FOR IMMEDIATE RELEASE

         
April 15, 2005
  Contact:   Helen W. Cornell
      Vice President, Finance and CFO
      (217) 228-8209

GARDNER DENVER, INC. ANNOUNCES $125 MILLION OFFERING OF NOTES UNDER RULE 144A

QUINCY, IL, (April 15, 2005) – Gardner Denver, Inc. (NYSE:GDI) announced today that it proposes to make an offering of $125 million of Senior Subordinated Notes due 2013. The notes will be unsecured senior subordinated indebtedness and will be guaranteed by certain of Gardner Denver’s domestic subsidiaries. Gardner Denver intends to use the proceeds from the sale of the notes, plus other available funds, to finance its pending acquisition of Thomas Industries Inc. and to repay certain outstanding indebtedness. The proceeds of the notes will be placed in escrow until completion of the acquisition, which is subject to Thomas Industries’ shareholder approval, regulatory approvals and other customary conditions. If the closing of the Thomas Industries acquisition does not occur by December 31, 2005, the notes will be redeemed.

The notes will be sold to qualified institutional buyers in reliance upon Rule 144A (and outside the United States in reliance on Regulation S) under the Securities Act of 1933. The offering of the notes will not be registered under the Securities Act of 1933, and the notes may not be offered or sold in the United States absent registration or an applicable exemption from registration requirements.

This press release does not constitute an offer to sell or a solicitation of an offer to buy any notes or any other securities, nor will there be any sale of the notes or any other security in any jurisdiction in which such an offer or sale would be unlawful. This press release is issued pursuant to Rule 135c under the Securities Act of 1933.

Cautionary Statement Regarding Forward-Looking Statements

All of the statements in this release, other than historical facts, are forward-looking statements made in reliance upon the safe harbor of the Private Securities Litigation Reform Act of 1995, including, without limitations, the expected effect on earnings from the Thomas Industries acquisition. As a general matter, forward-looking statements are those

 


 

focused upon anticipated events or trends and expectations and beliefs relating to matters that are not historical in nature. Such forward-looking statements are subject to uncertainties and factors relating to the Company’s operations and business environment, all of which are difficult to predict and many of which are beyond the control of the Company. These uncertainties and factors could cause actual results to differ materially from those matters expressed in or implied by such forward-looking statements.
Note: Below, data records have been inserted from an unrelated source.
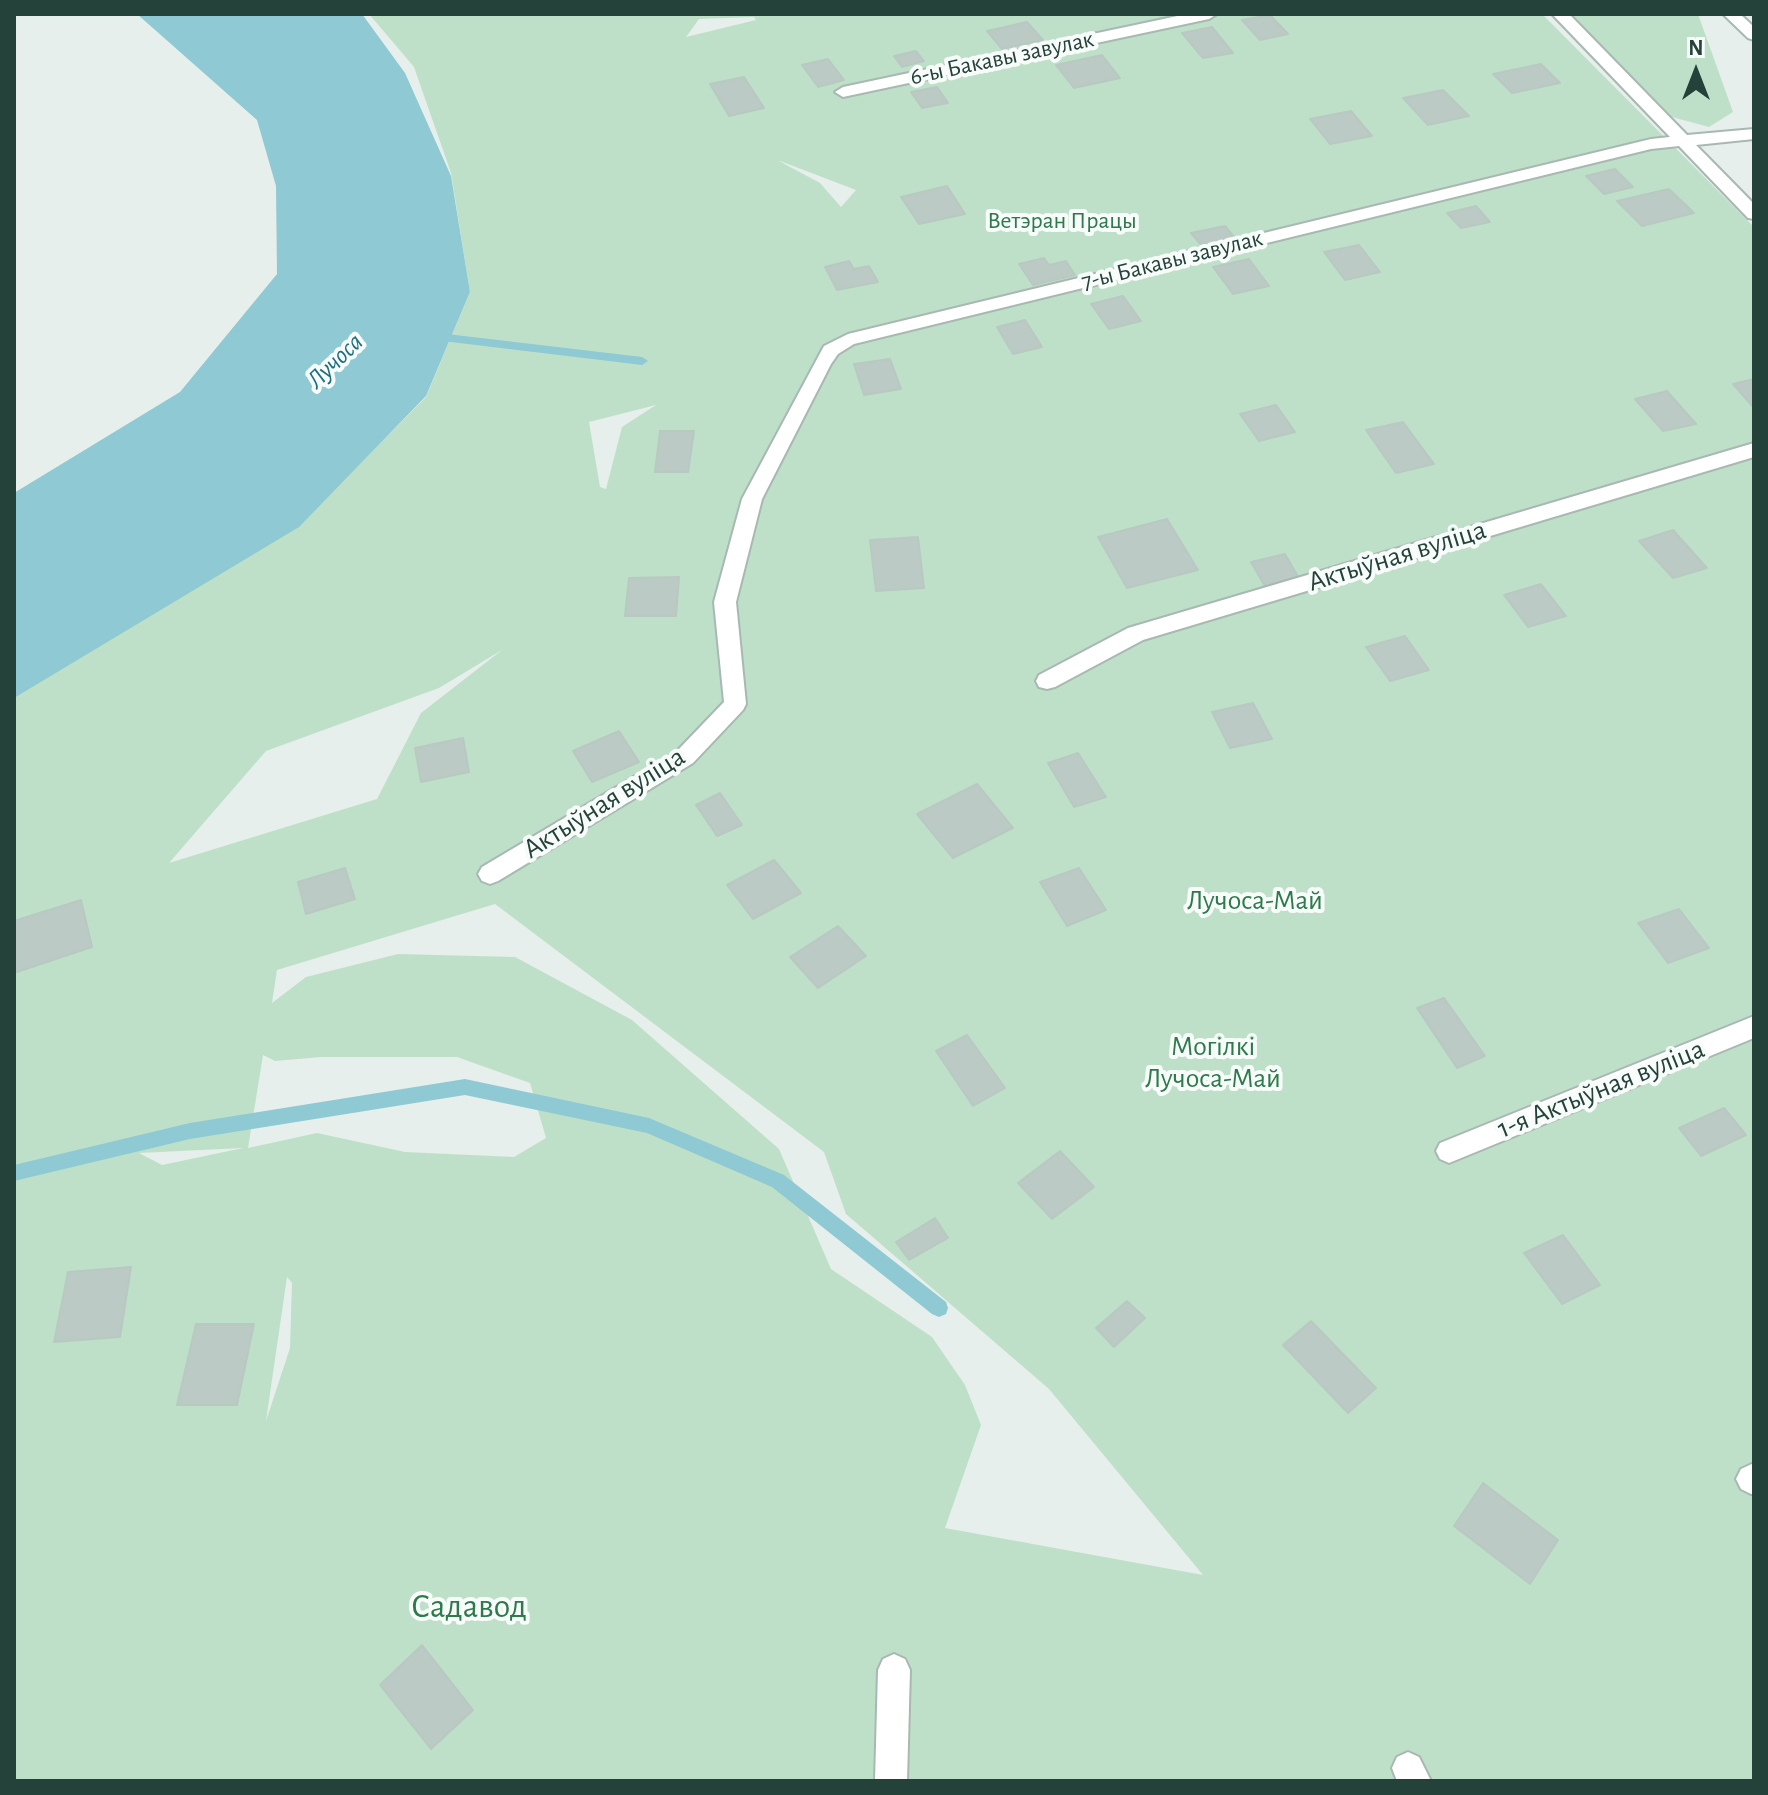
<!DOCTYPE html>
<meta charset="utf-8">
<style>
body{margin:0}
#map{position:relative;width:1768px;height:1795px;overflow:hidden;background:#e6efeb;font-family:"Alegreya Sans",sans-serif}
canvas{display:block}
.frame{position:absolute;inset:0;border:16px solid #24423a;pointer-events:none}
.north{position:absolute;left:1656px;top:32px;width:80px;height:80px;-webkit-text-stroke:6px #f7fbf9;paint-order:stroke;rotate:0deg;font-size:22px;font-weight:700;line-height:32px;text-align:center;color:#24423a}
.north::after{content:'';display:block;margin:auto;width:28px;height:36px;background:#24423a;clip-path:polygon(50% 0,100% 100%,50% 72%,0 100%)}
</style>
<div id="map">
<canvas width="1768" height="1795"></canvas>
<div class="frame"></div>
<div class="north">N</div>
</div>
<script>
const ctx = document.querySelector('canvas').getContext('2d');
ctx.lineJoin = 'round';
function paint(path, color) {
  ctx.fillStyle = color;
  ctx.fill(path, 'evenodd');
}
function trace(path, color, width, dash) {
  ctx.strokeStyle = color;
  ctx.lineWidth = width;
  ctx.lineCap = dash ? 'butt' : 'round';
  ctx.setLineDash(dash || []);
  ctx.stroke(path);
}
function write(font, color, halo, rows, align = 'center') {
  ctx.font = font + ' "Alegreya Sans",sans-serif';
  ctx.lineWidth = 8;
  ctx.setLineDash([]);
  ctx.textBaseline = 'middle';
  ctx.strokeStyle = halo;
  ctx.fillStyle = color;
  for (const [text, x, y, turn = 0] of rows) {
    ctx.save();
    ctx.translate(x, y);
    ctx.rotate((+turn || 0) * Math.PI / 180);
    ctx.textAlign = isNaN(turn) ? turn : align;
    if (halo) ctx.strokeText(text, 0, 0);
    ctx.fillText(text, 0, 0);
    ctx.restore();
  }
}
const green = new Path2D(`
 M369,14H1542L1754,227V1781H14V697L297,527L426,397L470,292L451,173L414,67ZM754,17L756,20L686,37L699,19ZM779,161H780L856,190L841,207L820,183ZM656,405L622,427L606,489L600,487L589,422ZM502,650L421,713L377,799L169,863L266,751L439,688ZM495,904L824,1152L846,1214L1049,1389L1203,1575L945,1528L981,1425L965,1385L932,1337L831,1269L779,1149L632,1020L515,957L398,954L306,977L272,1003L277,970ZM263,1055L275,1061L321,1057H457L530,1083L546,1138L514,1157L405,1152L317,1133L248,1148ZM243,1148L162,1165L139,1153ZM287,1277L292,1283L290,1348L266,1421Z
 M1569,14H1698L1733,112L1709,127L1672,117Z`);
const water = new Path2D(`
 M137,14H362L405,73L451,176L470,292L426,396L299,527L14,698V493L180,392L277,274L276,186L257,120Z`);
const stream = new Path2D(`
 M430,332L642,357L648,361L642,365L426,339L424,336Z
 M465,1079L649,1118L784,1175L946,1302L948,1308L946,1314L939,1317L932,1314L772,1187L647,1133L465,1095L190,1139L14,1181V1165L190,1123Z`);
const building = new Path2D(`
 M1270,15L1288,34L1260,40L1242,20Z
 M1027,22L1043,40L1002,49L987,31Z
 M1212,27L1233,53L1203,58L1182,33Z
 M916,51L924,61L902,67L894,56Z
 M1102,55L1120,78L1074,88L1056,65Z
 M828,59L844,80L818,87L802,65Z
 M1541,64L1560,83L1512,93L1493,74Z
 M744,77L764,108L729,116L710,84Z
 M937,87L948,103L922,108L911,92Z
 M1443,90L1469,116L1428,125L1403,98Z
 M1351,111L1372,136L1330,144L1310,119Z
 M1615,169L1633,187L1604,194L1586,176Z
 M947,186L965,214L919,224L901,197Z
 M1669,189L1694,213L1642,226L1617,201Z
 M1476,206L1490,222L1461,228L1447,213Z
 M1225,226L1235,238L1201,245L1191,233Z
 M1359,245L1380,272L1345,280L1324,252Z
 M1044,258L1049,265L1066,261L1075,275L1033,285L1019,264Z
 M1249,259L1269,286L1233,294L1213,267Z
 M849,261L854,269L869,266L878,282L837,290L825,267Z
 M1123,296L1141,321L1109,329L1091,304Z
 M1025,320L1042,347L1013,354L997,327Z
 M890,359L901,389L864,395L854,364Z
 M1754,379V408L1733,384Z
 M1667,391L1696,424L1663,431L1635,399Z
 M1276,405L1295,432L1259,441L1240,414Z
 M1403,422L1434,464L1396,473L1366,430Z
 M660,431H694L688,472H655Z
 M1167,519L1198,570L1127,588L1098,537Z
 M1673,530L1707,568L1673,578L1639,541Z
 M918,537L924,588L876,591L870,540Z
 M1285,554L1300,580L1266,588L1251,562Z
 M679,577L676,616H625L629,578Z
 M1541,584L1566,616L1528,627L1504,595Z
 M1405,636L1429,670L1390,681L1366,647Z
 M1253,703L1272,739L1230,748L1212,712Z
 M619,731L639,762L592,782L573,751Z
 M463,738L469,772L421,782L415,748Z
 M1078,753L1106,797L1074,807L1048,763Z
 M977,784L1013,828L953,858L917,814Z
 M720,793L742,825L717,836L696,805Z
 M774,860L801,893L753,919L727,885Z
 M345,868L355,899L306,914L298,882Z
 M1079,868L1106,910L1067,926L1040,882Z
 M81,900L92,947L14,973V921Z
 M1679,909L1709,948L1668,963L1638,923Z
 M838,926L866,956L818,988L790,957Z
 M1444,998L1485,1056L1457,1068L1417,1008Z
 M967,1035L1005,1088L973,1106L936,1051Z
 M1724,1108L1746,1135L1701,1156L1679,1128Z
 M1060,1151L1094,1187L1052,1219L1018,1183Z
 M935,1218L948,1238L909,1260L896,1242Z
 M1563,1235L1600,1285L1562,1304L1524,1253Z
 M131,1267L120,1337L54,1342L68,1272Z
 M1127,1301L1145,1318L1114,1347L1096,1328Z
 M1311,1321L1376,1388L1348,1413L1283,1345Z
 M196,1324H254L237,1405H177Z
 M1483,1483L1558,1540L1530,1584L1454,1526Z
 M422,1645L473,1710L431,1749L380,1685Z`);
const lane = new Path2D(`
 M1187,14H1217L1209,19L843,97L835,92L843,87Z
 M1552,14H1569L1687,135L1754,129V139L1696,145L1754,204V219L1748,218L1679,146L1651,149L854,344L838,354L831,364L762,499L736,602L746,704L743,710L693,763L498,881L490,884L482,881L478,874L482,867L677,751L724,702L714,602L742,499L824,346L848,334L1651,139L1670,137Z
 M1754,443V457L1143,640L1055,687L1047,689L1039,687L1036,681L1039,675L1128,628Z
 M1754,1016V1038L1449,1163L1440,1159L1436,1151L1440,1143Z
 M1754,1463V1493L1751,1494L1741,1489L1736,1479L1741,1469Z
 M894,1654L905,1659L910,1670L907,1781H875L878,1670L883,1659Z
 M1408,1752L1419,1757L1431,1781H1397L1392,1768L1397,1757Z`);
const street = new Path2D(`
 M1723,14H1740L1754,27V40L1748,38Z`);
const farStreetnames = [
 ["6-ы Бакавы завулак",1002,58,-12],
 ["7-ы Бакавы завулак",1172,260,-14]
];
const farParknames = [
 ["Ветэран Працы",1062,221]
];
const farWaternames = [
 ["Лучоса",335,361,-44]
];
const streetNames = [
 ["Актыўная вуліца",1397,556,-17],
 ["Актыўная вуліца",604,803,-32],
 ["1-я Актыўная вуліца",1601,1089,-22]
];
const parkNames = [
 ["Лучоса-Май",1255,901],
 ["Могілкі",1213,1047],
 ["Лучоса-Май",1213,1079]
];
const nearParknames = [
 ["Садавод",469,1607]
];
paint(green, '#bfe0c8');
paint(water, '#8ec9d4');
paint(stream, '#8ec9d4');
paint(building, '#bbcac4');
trace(building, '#b8c9c2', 2);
trace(lane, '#a8b8b2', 4);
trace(street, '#a8b8b2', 4);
paint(lane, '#fff');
paint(street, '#fff');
write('24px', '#24423a', '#f7fbf9', farStreetnames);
write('24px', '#2d7a4b', '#f7fbf9', farParknames);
write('italic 26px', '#1c6f80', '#f7fbf9', farWaternames);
write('28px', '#24423a', '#f7fbf9', streetNames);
write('28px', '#2d7a4b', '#f7fbf9', parkNames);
write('34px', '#2d7a4b', '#f7fbf9', nearParknames);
</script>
The following uncertainties and factors, among others, could affect future performance and cause actual results to differ materially from those expressed in or implied by forward-looking statements: (1) the ability to complete the Thomas Industries acquisition and identify, negotiate and complete other possible future acquisitions and (2) the list of other uncertainties and factors set forth in the Company’s 2004 10-K filed on March 15, 2005. The Company does not undertake, and hereby disclaims, any duty to update these forward-looking statements, even though its situation and circumstances may change in the future.

Gardner Denver, with 2004 revenues of $740 million ($896 million on a pro forma basis including the acquisition of Nash Elmo, which was completed in September 2004), is a leading worldwide manufacturer of reciprocating, rotary and vane compressors, liquid ring pumps and blowers for various industrial and transportation applications, pumps used in the petroleum and industrial markets, and other fluid transfer equipment serving chemical, petroleum, and food industries. Gardner Denver’s news releases are available by visiting the Investor Relations page on the Company’s website (www.gardnerdenver.com).